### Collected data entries
━━━━━━━━━━
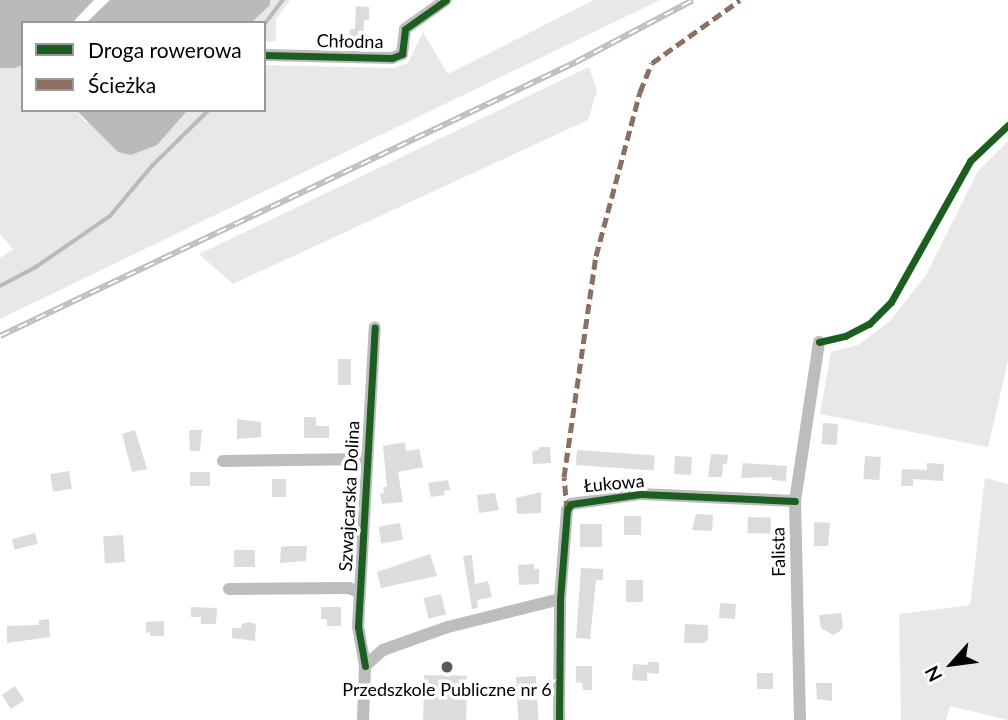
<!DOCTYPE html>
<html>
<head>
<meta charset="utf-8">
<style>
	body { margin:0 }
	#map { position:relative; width:1008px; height:720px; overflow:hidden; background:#fff; font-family:Lato,sans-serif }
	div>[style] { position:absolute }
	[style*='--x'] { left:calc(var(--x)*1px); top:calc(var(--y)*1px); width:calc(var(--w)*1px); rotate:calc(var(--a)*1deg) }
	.green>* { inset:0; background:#e8e8e8 }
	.water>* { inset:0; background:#bababa }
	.stream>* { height:3.5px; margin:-1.75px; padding:0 1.75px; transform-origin:1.75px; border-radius:1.75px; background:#bababa }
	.building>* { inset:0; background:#dcdcdc; transform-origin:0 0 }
	.street>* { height:12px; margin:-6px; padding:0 6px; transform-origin:6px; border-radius:6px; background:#bdbdbd }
	.rail>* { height:6px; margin-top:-3px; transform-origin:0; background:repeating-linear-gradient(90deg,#fff 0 10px,#bdbdbd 0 20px); box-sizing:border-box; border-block:2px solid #bdbdbd }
	.quiet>* { height:5px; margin-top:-2.5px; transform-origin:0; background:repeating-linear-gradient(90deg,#8d6e63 0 10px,transparent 0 15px) }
	.cycleway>* { height:7px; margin:-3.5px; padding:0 3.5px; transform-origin:3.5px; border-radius:3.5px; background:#1b5e20 }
	.dots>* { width:19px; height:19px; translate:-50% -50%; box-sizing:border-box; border:4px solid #fff; border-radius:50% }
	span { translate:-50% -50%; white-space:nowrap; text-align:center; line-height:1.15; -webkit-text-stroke:7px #fff; paint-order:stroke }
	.street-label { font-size:18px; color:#000 }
	.poi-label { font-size:18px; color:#000 }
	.legend { position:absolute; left:21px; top:21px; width:245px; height:91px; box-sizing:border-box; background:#fff; border:2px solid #999; margin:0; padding:9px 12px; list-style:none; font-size:21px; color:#000 }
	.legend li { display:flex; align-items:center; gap:14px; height:35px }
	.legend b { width:35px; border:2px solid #999 }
	.north { position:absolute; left:917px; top:629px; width:70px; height:70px; -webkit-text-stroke:5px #fff; paint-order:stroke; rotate:242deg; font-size:19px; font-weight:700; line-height:28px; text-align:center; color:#000 }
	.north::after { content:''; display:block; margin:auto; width:24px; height:32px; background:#000; clip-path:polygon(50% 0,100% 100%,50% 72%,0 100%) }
</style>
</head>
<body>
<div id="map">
	<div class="green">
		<div style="clip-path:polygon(270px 0,290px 0,276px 19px,276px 41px,264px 42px,264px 23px,251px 23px,270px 5px)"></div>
		<div style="clip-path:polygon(594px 0,660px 0,0 319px,0 258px,13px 249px,0 234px,0 68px,23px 65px,23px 110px,76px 110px,85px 122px,157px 145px,188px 110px,264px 110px,264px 65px,393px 68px,408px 63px,423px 32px,448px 74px)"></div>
		<div style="clip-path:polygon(589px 67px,597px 91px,588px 120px,233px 284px,199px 254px)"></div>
		<div style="clip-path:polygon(1008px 141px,1008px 361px,988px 447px,820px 414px,831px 352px,858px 345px,890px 321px,926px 275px,978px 171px)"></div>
		<div style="clip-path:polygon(985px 478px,1008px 484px,1008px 720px,950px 706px,946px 720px,901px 720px,899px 614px,970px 605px)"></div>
	</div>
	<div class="water">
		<div style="clip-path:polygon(0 0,94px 0,72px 23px,23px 23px,23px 65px,14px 68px,0 68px)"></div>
		<div style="clip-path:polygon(110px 0,270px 0,270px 5px,251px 23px,86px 23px)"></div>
		<div style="clip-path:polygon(76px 110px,188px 110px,157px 145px,131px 155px,118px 152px)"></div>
	</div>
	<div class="stream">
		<div style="--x:264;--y:25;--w:31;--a:-53"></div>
		<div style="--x:0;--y:286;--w:41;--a:-27.8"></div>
		<div style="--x:36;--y:267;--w:90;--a:-34.6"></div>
		<div style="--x:110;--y:216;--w:65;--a:-50"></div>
		<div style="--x:152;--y:166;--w:80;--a:-44.5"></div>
	</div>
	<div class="building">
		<div style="clip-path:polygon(356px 6px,369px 7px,369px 20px,364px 20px,363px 47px,349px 46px,350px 29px,355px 29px)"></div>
		<div style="left:338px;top:359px;width:13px;height:26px"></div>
		<div style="clip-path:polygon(304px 417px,316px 417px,316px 426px,329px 426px,329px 438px,304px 438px)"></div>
		<div style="clip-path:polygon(237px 419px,261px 422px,261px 437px,237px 439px)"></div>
		<div style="left:823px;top:423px;width:15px;height:21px;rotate:4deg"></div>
		<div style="clip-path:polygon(135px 430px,147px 469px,132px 472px,122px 434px)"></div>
		<div style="clip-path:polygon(189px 430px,202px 430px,200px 451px,190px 451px)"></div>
		<div style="clip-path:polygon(405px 442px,406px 451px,419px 449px,423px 467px,398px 472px,403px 502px,382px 504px,380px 494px,384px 493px,383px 487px,387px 487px,383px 446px)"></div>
		<div style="clip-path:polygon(539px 447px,550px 447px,551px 463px,533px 464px,532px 451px,539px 450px)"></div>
		<div style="left:577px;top:450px;width:78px;height:15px;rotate:4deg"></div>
		<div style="clip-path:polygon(711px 454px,728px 455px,727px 464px,723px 464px,722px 477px,708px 477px)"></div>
		<div style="left:675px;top:456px;width:17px;height:18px;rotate:3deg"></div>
		<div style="left:865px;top:456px;width:16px;height:23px;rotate:4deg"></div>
		<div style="clip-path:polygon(743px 463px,787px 466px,786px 481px,772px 480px,772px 477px,741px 478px)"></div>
		<div style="clip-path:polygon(927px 463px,944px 464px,943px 481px,913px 479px,913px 486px,901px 486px,902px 469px,927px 470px)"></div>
		<div style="left:69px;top:471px;width:18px;height:19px;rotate:81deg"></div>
		<div style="left:190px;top:472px;width:20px;height:14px"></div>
		<div style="left:272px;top:479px;width:14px;height:18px"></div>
		<div style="clip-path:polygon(448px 480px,450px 490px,444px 491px,445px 495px,431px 497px,428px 483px)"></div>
		<div style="clip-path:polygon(541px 492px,541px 513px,517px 514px,516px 498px)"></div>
		<div style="clip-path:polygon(495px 493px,499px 510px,479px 513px,477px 495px)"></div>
		<div style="clip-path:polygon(696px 514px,713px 515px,712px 531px,692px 530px)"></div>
		<div style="left:641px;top:516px;width:19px;height:17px;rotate:90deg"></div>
		<div style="left:748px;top:517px;width:23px;height:16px;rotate:2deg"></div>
		<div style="clip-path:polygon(814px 522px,830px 523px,828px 546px,814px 546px)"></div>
		<div style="left:400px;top:523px;width:17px;height:22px;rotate:80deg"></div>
		<div style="left:580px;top:524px;width:22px;height:23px"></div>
		<div style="left:35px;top:533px;width:11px;height:24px;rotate:75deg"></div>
		<div style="left:123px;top:535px;width:27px;height:20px;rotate:86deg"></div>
		<div style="clip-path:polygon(288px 546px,307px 546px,306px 561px,280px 563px,281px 547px)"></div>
		<div style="left:234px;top:550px;width:21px;height:17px"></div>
		<div style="clip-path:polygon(430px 554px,437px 576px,381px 588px,377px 572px)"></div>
		<div style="clip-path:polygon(472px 555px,475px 584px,488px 581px,492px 597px,477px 600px,478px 608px,472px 609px,463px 556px)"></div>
		<div style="clip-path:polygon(534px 564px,534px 569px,539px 569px,539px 584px,519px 585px,518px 565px)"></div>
		<div style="clip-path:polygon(581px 568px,603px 569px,603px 580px,596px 580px,590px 639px,576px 638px)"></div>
		<div style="left:626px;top:580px;width:17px;height:22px"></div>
		<div style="left:441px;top:594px;width:21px;height:18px;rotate:76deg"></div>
		<div style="left:720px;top:603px;width:16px;height:15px;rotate:4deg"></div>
		<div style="clip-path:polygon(191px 607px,217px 608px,216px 624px,201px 624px,201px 617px,191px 617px)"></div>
		<div style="clip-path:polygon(321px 607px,341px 607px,341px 626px,327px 626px,327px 619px,321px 619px)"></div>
		<div style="clip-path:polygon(841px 613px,843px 627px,839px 632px,833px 635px,821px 628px,819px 615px)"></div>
		<div style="clip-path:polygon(49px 619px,50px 637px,7px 643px,7px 626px,39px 625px,39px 620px)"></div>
		<div style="clip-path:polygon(164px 621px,164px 636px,150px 636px,150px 632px,146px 633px,146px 622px)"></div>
		<div style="clip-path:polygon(249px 622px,256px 624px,255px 641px,232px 638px,232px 628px,241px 628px,242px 624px)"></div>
		<div style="clip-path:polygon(685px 624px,708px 625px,708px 640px,704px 643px,684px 643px)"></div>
		<div style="clip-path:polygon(648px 662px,659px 662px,659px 674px,647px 673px,647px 681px,632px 680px,633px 664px,648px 665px)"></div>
		<div style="clip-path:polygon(576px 666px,592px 666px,592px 690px,583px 690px,582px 683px,576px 682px)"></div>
		<div style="left:757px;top:673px;width:16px;height:16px"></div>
		<div style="left:424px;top:675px;width:43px;height:45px;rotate:1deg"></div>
		<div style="left:536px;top:676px;width:44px;height:20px;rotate:87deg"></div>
		<div style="clip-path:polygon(816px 683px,832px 683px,832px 701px,817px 699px)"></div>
		<div style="left:15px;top:686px;width:17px;height:16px;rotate:57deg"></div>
	</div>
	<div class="street">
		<div style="--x:264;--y:55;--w:128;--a:1.3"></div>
		<div style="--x:392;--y:58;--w:11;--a:-22"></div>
		<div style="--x:402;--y:54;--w:25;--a:-83"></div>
		<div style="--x:405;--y:29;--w:50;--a:-35.3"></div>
		<div style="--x:223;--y:461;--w:144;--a:-0.8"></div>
		<div style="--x:229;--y:589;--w:120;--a:-0.5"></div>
		<div style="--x:349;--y:588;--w:12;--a:24"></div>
		<div style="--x:365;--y:666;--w:40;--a:-100"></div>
		<div style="--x:358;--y:627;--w:300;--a:-86.8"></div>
		<div style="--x:363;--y:720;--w:54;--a:-87.9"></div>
		<div style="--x:365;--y:666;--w:24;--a:-42"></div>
		<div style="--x:383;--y:650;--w:69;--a:-19.5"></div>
		<div style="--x:448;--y:627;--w:115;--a:-14"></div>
		<div style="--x:559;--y:720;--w:121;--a:-89.5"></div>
		<div style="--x:560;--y:599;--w:89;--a:-85.5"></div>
		<div style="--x:567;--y:510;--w:7;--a:-56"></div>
		<div style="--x:571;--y:504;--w:70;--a:-8.2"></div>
		<div style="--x:640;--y:494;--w:155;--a:2.6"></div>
		<div style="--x:800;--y:720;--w:219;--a:-91.3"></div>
		<div style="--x:795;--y:501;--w:161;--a:-81.4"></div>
	</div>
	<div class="rail">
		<div style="--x:0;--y:336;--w:638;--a:-25.44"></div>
		<div style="--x:576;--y:62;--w:132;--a:-27.9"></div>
	</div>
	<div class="quiet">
		<div style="--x:567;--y:510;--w:33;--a:-95"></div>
		<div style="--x:564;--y:477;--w:223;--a:-81.8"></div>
		<div style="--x:596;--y:256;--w:170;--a:-75"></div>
		<div style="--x:640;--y:92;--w:31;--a:-68"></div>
		<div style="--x:652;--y:63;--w:108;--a:-35.6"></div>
	</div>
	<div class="cycleway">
		<div style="--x:264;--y:55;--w:128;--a:1.3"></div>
		<div style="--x:392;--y:58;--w:11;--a:-22"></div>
		<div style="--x:402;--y:54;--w:25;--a:-83"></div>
		<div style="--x:405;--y:29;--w:50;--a:-35.3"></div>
		<div style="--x:819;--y:342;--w:27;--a:-13"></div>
		<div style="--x:845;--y:336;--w:27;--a:-27"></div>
		<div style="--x:869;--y:324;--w:31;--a:-45"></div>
		<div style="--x:891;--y:302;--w:162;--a:-60.7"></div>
		<div style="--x:970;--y:161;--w:52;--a:-43.5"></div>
		<div style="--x:365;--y:666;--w:40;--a:-100"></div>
		<div style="--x:358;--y:627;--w:300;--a:-86.8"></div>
		<div style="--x:559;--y:720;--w:121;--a:-89.5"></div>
		<div style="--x:560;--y:599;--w:89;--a:-85.5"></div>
		<div style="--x:567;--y:510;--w:7;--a:-56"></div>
		<div style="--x:571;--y:504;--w:70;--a:-8.2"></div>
		<div style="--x:640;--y:494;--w:155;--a:2.6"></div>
	</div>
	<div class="dots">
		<div style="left:447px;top:667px;background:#595959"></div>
	</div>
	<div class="street-label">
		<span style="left:350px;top:41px;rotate:1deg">Chłodna</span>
		<span style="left:614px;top:483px;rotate:-5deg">Łukowa</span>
		<span style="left:349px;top:496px;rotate:-87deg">Szwajcarska Dolina</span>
		<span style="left:778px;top:552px;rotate:-91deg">Falista</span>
	</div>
	<div class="poi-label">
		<span style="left:447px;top:689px">Przedszkole Publiczne nr 6</span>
	</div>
	<ul class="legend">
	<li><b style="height:9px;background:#1b5e20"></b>Droga rowerowa</li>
	<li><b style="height:9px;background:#8d6e63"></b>Ścieżka</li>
	</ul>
	<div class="north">N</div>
</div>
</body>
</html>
━━━━━━━━━━
### WHAT IS BEING ASKED
The expected output is an exact copy of the lines from the top of the data above through the line containing "height:3.5px; margin:-1.75px; padding:0", both included, with every picture omitted.

### YOUR SOLUTION
<!DOCTYPE html>
<html>
<head>
<meta charset="utf-8">
<style>
	body { margin:0 }
	#map { position:relative; width:1008px; height:720px; overflow:hidden; background:#fff; font-family:Lato,sans-serif }
	div>[style] { position:absolute }
	[style*='--x'] { left:calc(var(--x)*1px); top:calc(var(--y)*1px); width:calc(var(--w)*1px); rotate:calc(var(--a)*1deg) }
	.green>* { inset:0; background:#e8e8e8 }
	.water>* { inset:0; background:#bababa }
	.stream>* { height:3.5px; margin:-1.75px; padding:0 1.75px; transform-origin:1.75px; border-radius:1.75px; background:#bababa }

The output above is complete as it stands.